-- GIVEN RECORDS --
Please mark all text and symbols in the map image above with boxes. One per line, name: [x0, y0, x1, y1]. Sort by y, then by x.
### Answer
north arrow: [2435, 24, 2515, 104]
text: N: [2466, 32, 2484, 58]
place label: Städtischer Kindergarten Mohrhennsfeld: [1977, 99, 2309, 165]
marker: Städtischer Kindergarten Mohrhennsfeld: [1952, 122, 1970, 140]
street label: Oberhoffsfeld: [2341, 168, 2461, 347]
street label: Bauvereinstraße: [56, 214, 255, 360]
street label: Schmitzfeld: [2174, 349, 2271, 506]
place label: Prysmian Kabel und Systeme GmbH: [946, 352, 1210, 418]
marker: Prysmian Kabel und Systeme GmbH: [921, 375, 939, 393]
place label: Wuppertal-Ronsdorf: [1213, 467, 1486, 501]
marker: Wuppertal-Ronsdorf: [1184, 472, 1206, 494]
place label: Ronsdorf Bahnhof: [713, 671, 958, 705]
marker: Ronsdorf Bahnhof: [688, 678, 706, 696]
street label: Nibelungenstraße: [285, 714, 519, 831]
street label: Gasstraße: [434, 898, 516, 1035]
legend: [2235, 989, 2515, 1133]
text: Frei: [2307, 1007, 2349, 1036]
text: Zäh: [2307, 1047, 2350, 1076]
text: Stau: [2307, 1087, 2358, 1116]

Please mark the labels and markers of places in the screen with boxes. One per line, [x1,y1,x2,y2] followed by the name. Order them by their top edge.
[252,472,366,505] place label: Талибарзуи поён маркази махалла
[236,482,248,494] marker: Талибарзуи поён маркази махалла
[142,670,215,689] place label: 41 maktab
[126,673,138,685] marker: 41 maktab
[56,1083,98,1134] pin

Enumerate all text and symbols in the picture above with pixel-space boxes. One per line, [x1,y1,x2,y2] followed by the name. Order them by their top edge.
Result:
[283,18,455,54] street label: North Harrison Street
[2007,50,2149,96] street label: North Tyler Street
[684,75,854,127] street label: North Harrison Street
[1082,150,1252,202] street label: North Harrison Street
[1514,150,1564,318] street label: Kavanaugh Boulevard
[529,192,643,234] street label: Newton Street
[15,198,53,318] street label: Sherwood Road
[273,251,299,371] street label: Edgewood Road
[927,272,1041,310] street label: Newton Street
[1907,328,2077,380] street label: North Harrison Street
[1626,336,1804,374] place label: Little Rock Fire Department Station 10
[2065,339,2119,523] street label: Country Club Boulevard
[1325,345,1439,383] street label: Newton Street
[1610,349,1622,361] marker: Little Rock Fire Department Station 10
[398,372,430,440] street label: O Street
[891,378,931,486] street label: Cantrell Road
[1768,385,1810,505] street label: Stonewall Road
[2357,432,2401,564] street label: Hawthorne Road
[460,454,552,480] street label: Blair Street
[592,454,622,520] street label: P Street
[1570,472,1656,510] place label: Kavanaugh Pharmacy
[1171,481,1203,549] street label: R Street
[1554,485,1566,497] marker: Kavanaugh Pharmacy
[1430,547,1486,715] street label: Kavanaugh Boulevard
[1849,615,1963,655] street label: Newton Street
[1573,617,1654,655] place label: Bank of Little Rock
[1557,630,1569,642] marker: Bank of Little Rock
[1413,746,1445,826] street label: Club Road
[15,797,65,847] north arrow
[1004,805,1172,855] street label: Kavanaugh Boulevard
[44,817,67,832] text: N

-- REQUIREMENT --
Tell how many lines of the data above hold the string "symbols". Give only the number.

-- ANSWER BOX --
2